The Sarbanes-Oxley Act of 2002 and its Impact on IT Security

by Rick Turoczy on September 15, 2005

In order to comply with the Sarbanes-Oxley Act of 2002, the chief executive officer (CEO) and the chief financial officer (CFO) of all publicly traded companies registered with the U.S. Securities and Exchange Commission (SEC) must attest to their companies’ “internal controls” and personally validate the accuracy of its financial records. If the CEO or CFO is aware of any reason why the financial data may not be 100% correct and chooses not to disclose that information, then he/she may be convicted of regulatory wrong-doing and subject to penalties including personal fines and prison time. Since the possible penalties personally affect the CEO and CFO, there is added incentive for them to be highly attentive to corporate audits designed to ensure financial accuracy.

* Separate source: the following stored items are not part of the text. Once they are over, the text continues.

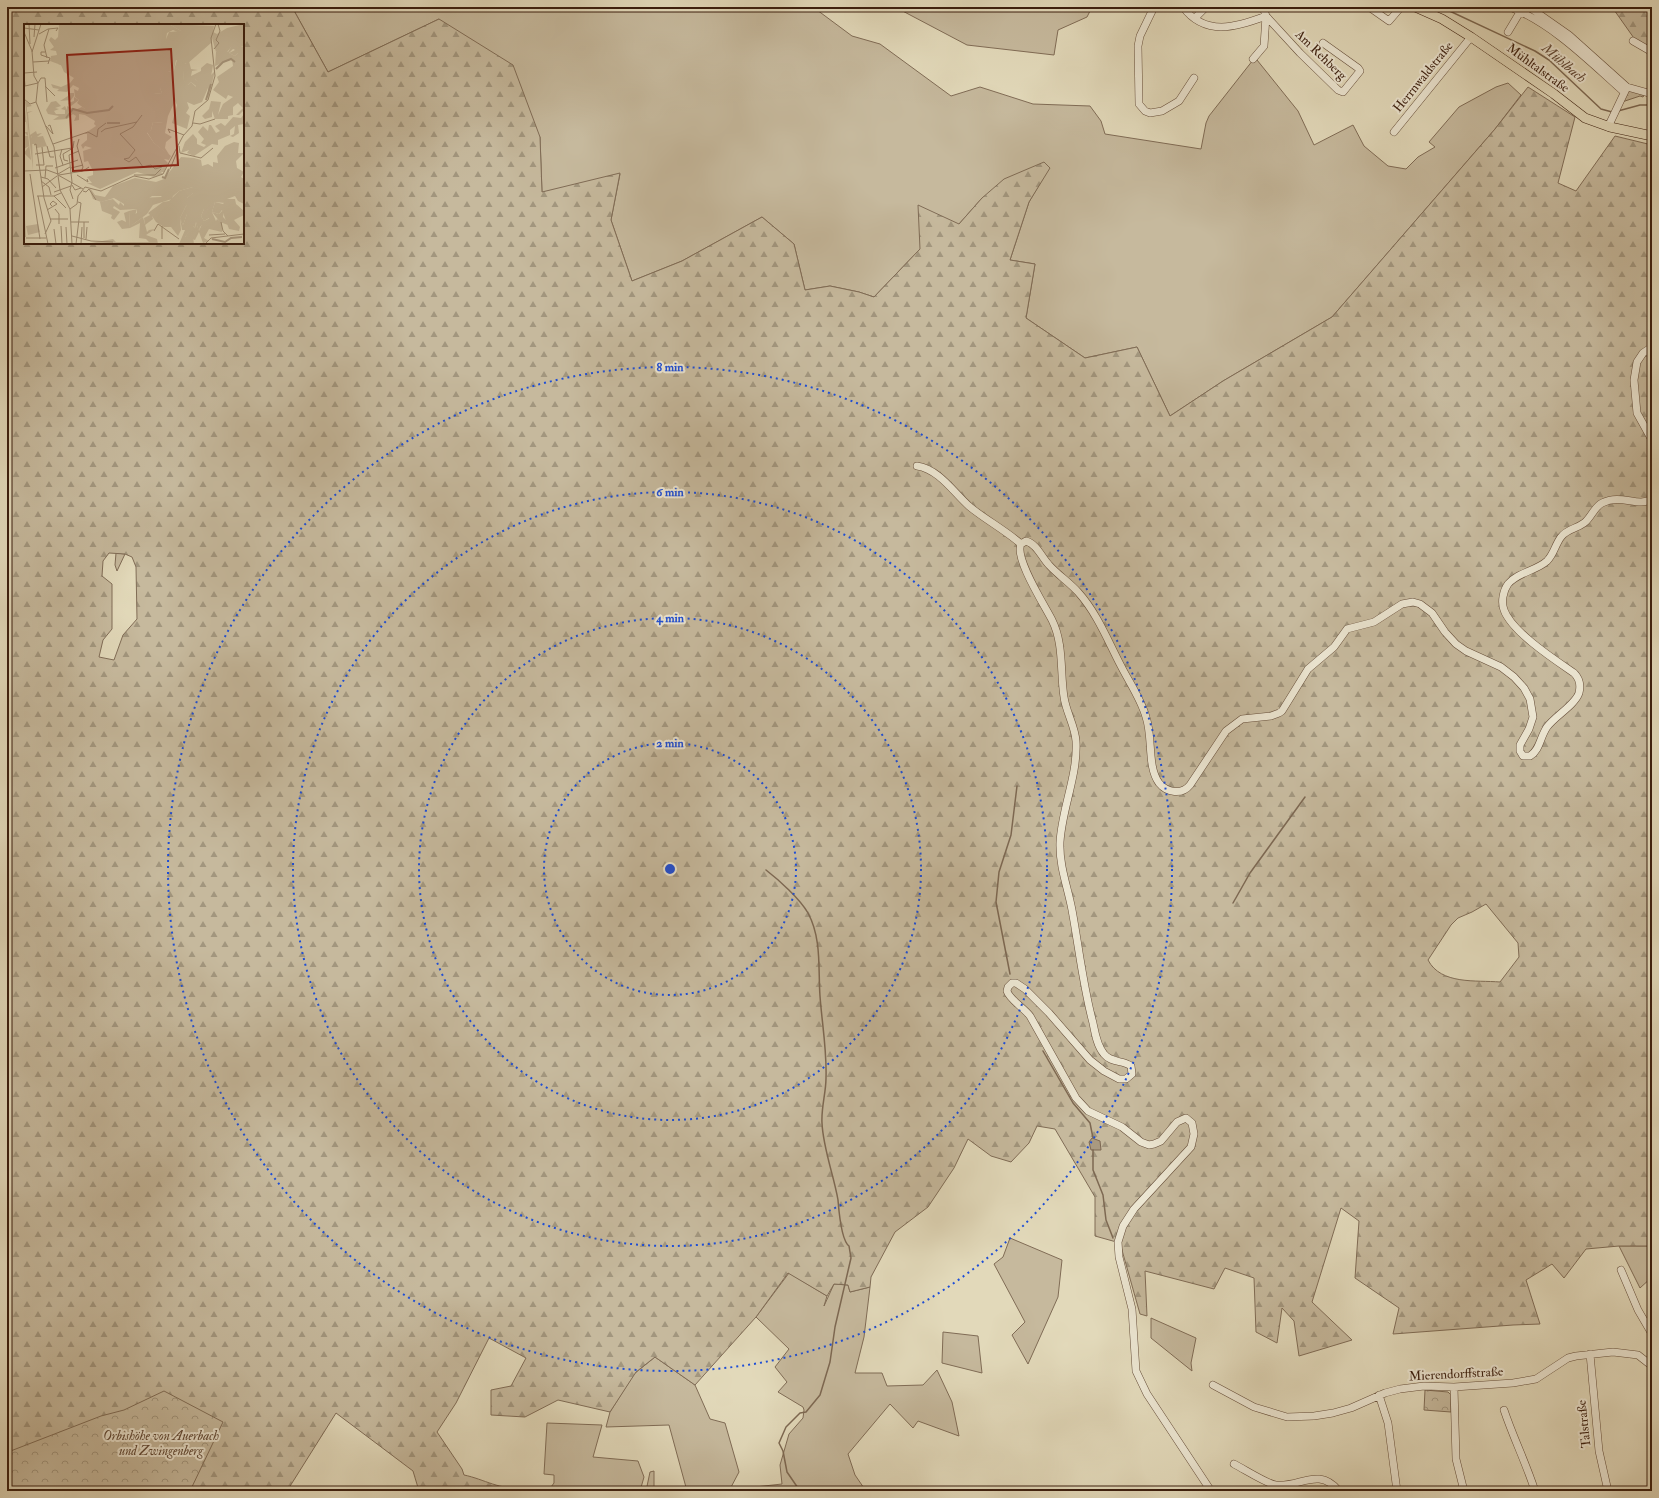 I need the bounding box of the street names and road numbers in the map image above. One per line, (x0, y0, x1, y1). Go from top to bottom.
street label: Am Rehberg (1291, 26, 1351, 84)
street label: Herrnwaldstraße (1390, 38, 1457, 116)
street label: Mühltalstraße (1504, 40, 1573, 96)
street label: Mierendorffstraße (1408, 1364, 1504, 1384)
street label: Talstraße (1573, 1399, 1594, 1449) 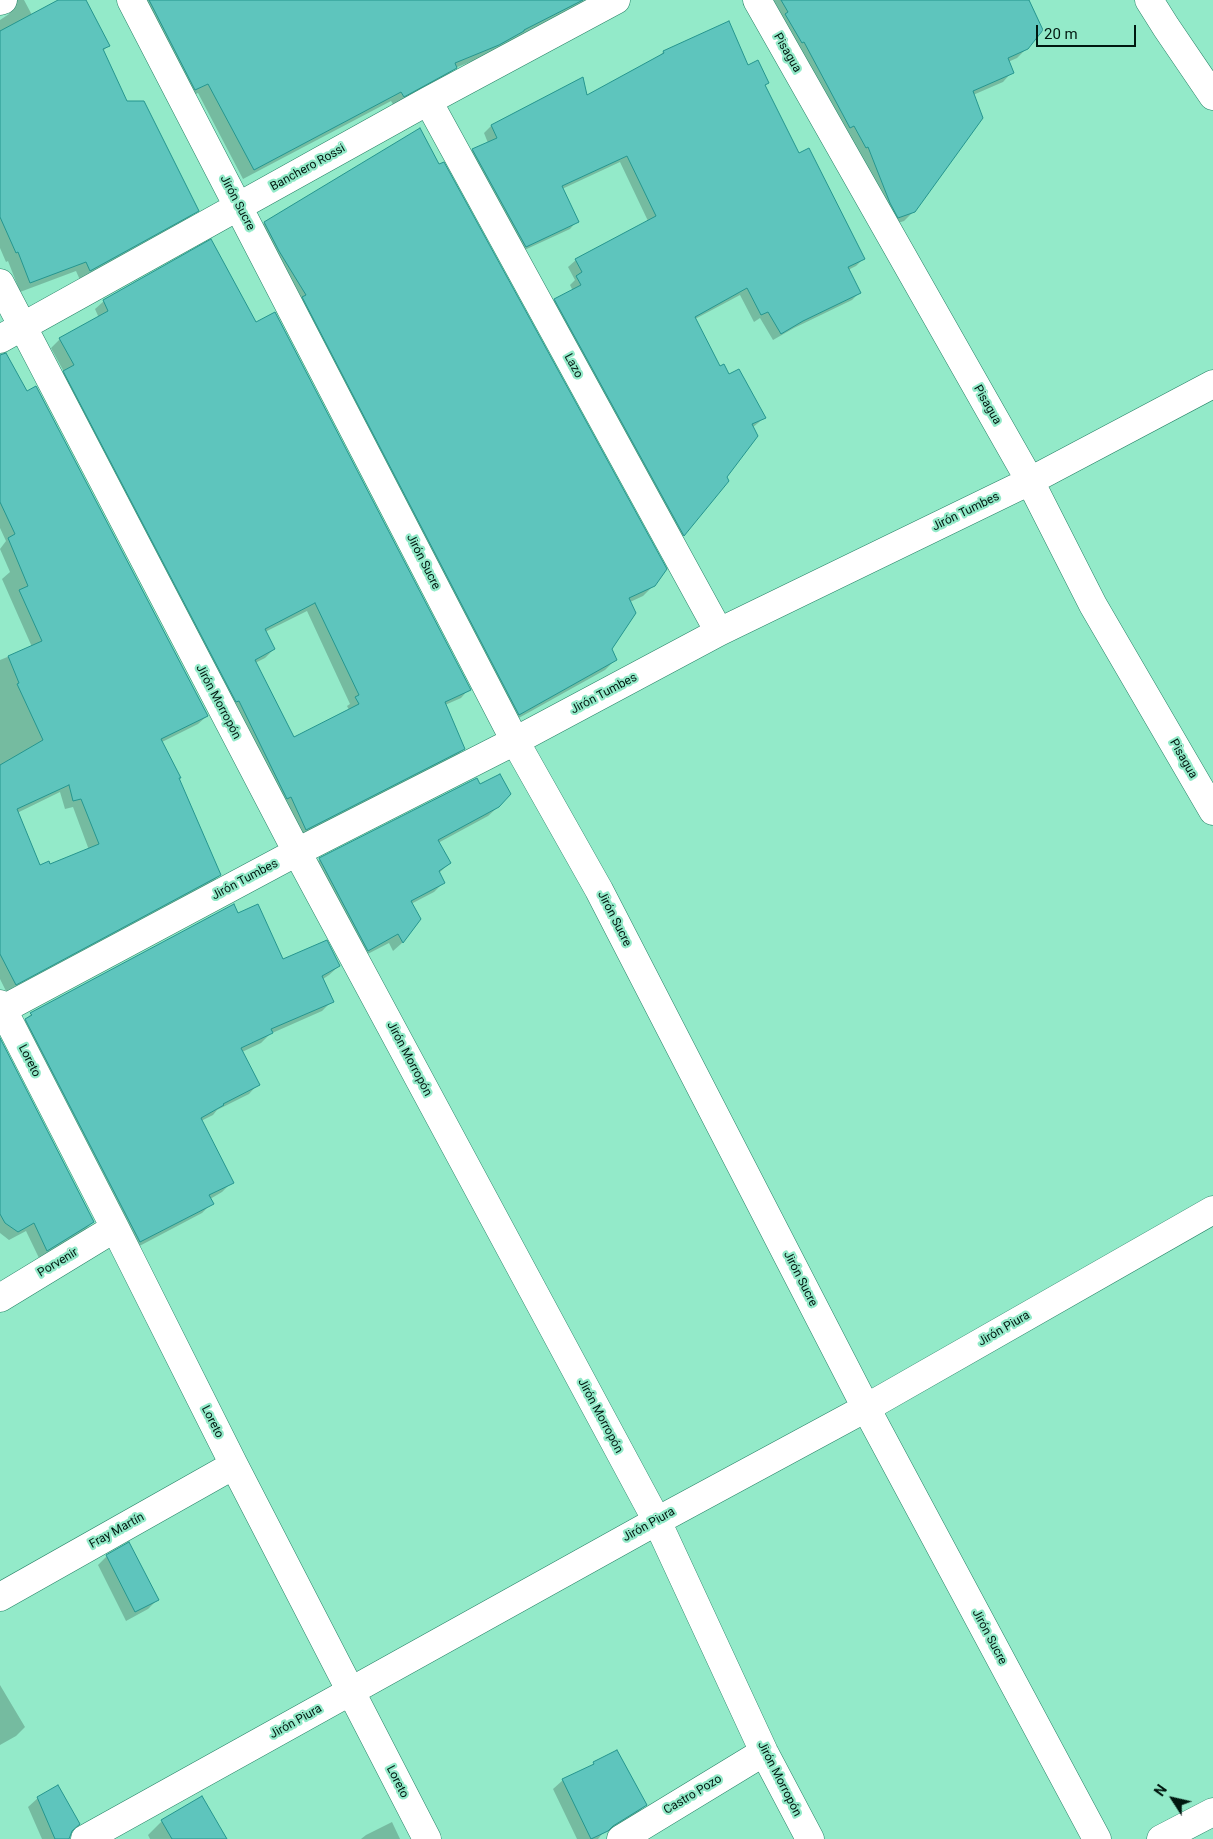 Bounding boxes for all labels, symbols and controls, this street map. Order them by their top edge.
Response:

Since IT systems are used to generate, change, house, and transport financial data, corporations have to build the controls that ensure the information stands up to audit scrutiny. To do this IT departments have to establish security infrastructures that ensure the security of financial data and applications while providing detailed reporting for auditors.

This paper will focus on the sections of Sarbanes-Oxley that relate to system security and the role Apani Networks plays in ensuring that key systems that house financial data are in full compliance with Sarbanes-Oxley regulatory requirements.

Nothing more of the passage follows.